WORK INSTRUCTIONS: Show the lines of the material that contain the word "above".

SUPPLIED RECORDS:
------------------------------------

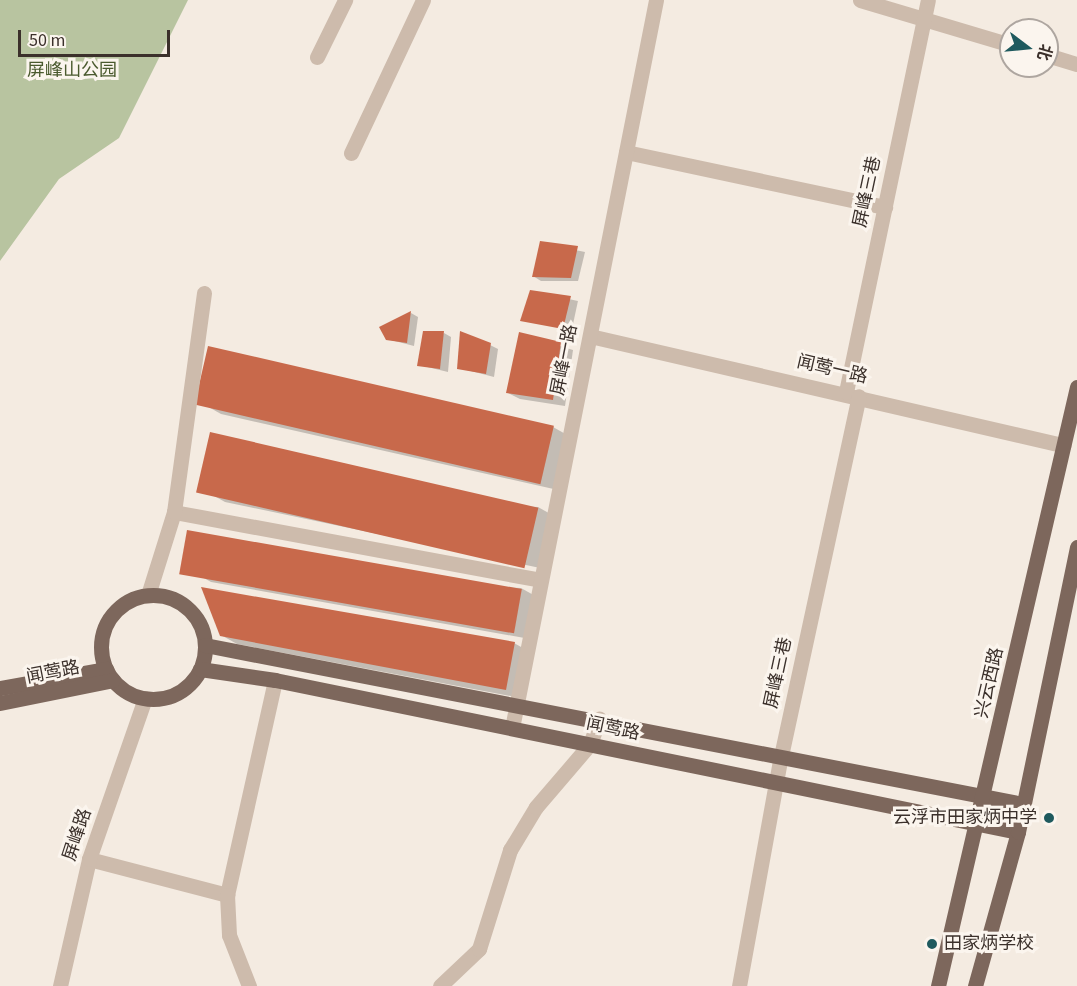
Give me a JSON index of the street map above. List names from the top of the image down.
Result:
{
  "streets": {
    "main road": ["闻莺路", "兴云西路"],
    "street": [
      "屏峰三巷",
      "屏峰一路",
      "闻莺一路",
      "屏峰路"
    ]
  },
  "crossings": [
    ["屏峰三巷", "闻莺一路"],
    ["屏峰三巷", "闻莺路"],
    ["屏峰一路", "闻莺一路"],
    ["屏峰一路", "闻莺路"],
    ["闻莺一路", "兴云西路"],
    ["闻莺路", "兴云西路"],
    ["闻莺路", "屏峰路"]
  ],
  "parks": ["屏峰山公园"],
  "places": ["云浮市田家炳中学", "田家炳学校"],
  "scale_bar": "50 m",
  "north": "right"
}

------------------------------------

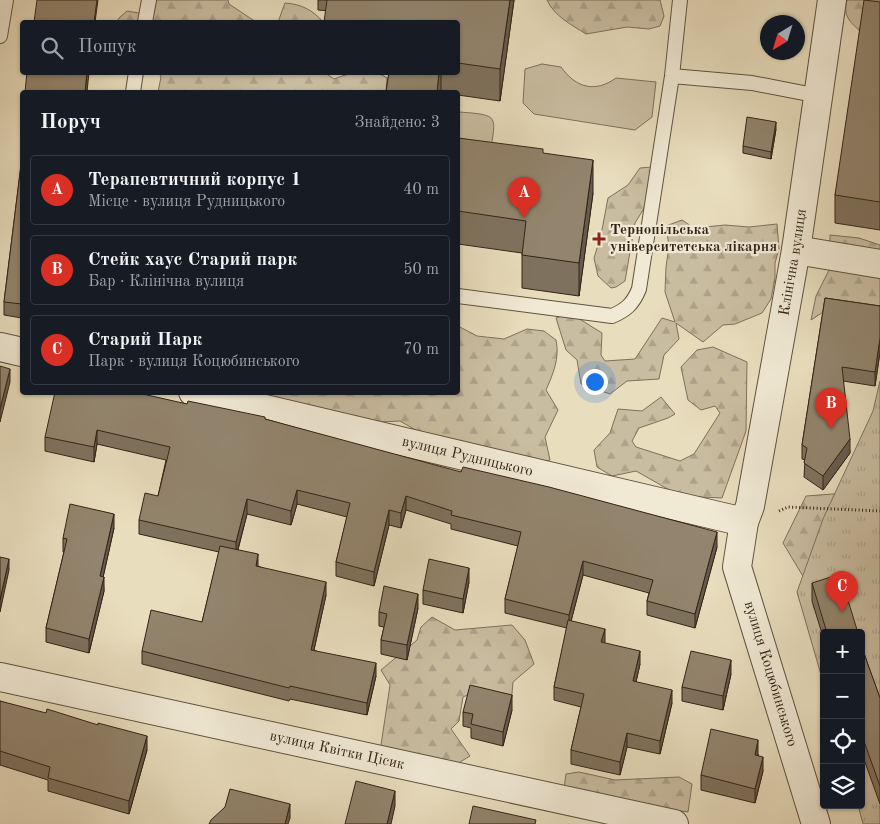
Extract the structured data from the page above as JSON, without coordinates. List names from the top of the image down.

------------------------------------

EXERCISE RESULT:
Give me a JSON index of the street map above. List names from the top of the image down.
Extract the structured data from the page above as JSON, without coordinates. List names from the top of the image down.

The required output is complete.